Now having looked at urea’s overarching dominance in modern agriculture, its environmental and economic impacts, along with the alternatives available, it is fair to say that, while urea continues to be a fundamental input in modern agriculture, it does so in the face of major issues that shouldn’t be ignored.

And urea’s main disadvantages – which include pollution of air, soil and water through nitrogen runoff and volatilisation; soil acidification; and its attendant economic risks of price volatility – demonstrate the necessity for appropriate management and adoption of alternative options. Secondary or contiguous grassland in the uplands of the Orkney Islands, Scotland. Photo by Jeff Foottit/WikipediaThey illustrate why people should adopt practices in which urea’s negative baggage is mitigated while its agricultural advantages are easily exploited.

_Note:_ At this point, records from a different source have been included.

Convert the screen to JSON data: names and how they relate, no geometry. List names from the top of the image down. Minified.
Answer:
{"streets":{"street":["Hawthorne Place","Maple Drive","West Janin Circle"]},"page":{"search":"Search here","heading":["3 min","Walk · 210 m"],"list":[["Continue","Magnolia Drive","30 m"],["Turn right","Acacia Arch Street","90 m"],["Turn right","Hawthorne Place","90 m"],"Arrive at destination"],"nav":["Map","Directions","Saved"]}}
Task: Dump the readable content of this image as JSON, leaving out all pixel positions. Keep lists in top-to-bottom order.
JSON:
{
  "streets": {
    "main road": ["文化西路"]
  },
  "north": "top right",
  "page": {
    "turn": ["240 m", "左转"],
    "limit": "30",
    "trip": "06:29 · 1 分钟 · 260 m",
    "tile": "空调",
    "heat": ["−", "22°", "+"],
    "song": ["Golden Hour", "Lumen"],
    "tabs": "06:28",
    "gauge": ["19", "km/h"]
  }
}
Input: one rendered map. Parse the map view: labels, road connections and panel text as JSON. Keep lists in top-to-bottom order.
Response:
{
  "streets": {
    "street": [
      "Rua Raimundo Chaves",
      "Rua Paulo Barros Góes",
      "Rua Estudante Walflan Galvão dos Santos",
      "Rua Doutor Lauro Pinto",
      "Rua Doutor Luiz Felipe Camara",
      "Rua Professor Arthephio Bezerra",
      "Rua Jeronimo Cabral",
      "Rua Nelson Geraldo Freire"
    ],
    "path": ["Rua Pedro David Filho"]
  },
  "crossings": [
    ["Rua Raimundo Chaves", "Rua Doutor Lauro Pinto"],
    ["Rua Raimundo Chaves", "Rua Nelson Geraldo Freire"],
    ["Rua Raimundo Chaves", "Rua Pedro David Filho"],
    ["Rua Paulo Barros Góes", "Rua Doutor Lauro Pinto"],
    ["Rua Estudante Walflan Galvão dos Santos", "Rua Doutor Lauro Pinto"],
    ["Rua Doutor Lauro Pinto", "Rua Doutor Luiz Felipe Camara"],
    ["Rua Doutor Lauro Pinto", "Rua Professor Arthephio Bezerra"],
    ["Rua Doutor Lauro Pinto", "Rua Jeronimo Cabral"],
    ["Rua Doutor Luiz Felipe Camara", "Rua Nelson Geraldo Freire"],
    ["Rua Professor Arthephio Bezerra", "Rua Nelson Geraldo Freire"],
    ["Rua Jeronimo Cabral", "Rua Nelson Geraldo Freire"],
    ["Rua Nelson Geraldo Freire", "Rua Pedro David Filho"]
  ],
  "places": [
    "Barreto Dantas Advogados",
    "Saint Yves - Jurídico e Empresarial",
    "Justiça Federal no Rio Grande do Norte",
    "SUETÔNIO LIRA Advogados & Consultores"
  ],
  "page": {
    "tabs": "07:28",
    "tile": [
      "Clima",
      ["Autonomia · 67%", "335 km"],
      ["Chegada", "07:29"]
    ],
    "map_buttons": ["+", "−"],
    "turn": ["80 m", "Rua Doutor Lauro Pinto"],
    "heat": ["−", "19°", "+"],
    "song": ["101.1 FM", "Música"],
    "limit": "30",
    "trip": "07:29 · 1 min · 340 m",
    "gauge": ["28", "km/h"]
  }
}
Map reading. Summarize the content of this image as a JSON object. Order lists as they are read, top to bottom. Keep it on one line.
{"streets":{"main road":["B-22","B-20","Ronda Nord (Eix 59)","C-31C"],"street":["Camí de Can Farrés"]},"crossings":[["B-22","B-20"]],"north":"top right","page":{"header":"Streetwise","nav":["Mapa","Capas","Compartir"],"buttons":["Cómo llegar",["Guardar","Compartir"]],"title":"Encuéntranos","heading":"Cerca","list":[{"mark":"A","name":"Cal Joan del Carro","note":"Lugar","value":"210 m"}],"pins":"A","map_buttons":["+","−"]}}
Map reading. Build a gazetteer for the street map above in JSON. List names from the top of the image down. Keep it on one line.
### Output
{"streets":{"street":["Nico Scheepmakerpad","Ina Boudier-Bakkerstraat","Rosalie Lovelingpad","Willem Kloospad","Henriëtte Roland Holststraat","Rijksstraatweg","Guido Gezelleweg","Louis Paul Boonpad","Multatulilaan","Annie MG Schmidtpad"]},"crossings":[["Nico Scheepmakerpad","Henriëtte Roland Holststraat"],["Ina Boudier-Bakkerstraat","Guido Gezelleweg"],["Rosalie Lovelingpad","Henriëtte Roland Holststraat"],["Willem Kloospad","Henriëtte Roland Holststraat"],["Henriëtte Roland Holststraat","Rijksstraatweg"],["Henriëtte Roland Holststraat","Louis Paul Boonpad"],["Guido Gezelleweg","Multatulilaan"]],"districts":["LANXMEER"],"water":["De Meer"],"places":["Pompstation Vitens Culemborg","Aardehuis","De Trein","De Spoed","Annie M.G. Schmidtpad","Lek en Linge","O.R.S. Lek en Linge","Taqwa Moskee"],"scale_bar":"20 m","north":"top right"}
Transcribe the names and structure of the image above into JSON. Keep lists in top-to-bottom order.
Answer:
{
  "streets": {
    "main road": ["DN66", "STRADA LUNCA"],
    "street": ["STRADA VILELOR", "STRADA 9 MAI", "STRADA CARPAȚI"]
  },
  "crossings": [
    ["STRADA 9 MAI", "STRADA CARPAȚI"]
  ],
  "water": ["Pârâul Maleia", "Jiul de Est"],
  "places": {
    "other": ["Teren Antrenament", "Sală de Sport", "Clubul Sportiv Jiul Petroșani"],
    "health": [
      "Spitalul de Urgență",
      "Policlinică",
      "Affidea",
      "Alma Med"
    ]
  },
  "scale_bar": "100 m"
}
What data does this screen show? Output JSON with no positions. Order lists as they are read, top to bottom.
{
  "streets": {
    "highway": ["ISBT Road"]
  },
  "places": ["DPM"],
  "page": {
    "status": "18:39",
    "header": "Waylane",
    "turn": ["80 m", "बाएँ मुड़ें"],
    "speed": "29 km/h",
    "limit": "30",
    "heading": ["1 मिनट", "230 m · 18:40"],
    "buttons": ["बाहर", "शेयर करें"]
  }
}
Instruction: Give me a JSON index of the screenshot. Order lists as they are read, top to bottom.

Urea fertilizer can and should exist in an integrated approach to uptake, using controlled-release fertilizers, bio-based fertilizers and legume rotations to reduce the reliance on synthetic urea, enhance soils and decrease the environmental footprints. ‘An integrated approach to fertilisation that combines the efficiency of urea with the sustainability of organic and slow-release fertilisers can lead to a win-win outcome for farmers and the environment,’ says Lopez.

As the world moves towards ensuring sustainable and climate-resilient agriculture, urea will remain essential for meeting the nutrient needs of crops. It’s one of the most effective and most economical ways of adding nutrients to the soil and this has to continue. As agriculture’s nutrient need expands, the demand for fertilizers will also rise. With innovative research, and an understanding of environmental and economic limitations, urea can continue to be part of the sustainable green revolution without compromising the environment or threatening food security and economic livelihoods.

In conclusion, urea is crucial for the continuity of feeding the world. But the negative aspects of using predominantly inorganic fertilizers like urea call for a middle way in the use of fertilizers such that the world’s agricultural value chain can sustainably meet the growing demand while mitigating irreversible negative consequences.

Here are some academic references related:

  1. 6 Crucial Advantages and Disadvantages of Urea Fertilizer (46-0-0)” on FertilizerKnowledge.com discusses both the benefits and drawbacks of using urea as a fertilizer. It notes that while urea has a high nitrogen content beneficial for green leafy growth, it can also cause damage to plants if over-applied and is susceptible to nitrogen loss through volatilization. This source provides a detailed look at the operational challenges of using urea, including the careful balance needed to avoid harming plants.
  2. Urea Fertilizer- Advantages and Disadvantages on ScienceInfo.com offers a comprehensive overview of urea’s pros and cons in agricultural use. It mentions that urea is highly soluble and hygroscopic, which requires higher quality packaging and careful handling to prevent degradation and loss. The article also discusses how urea can lead to increased soil acidity and may release harmful pollutants during production, posing environmental risks.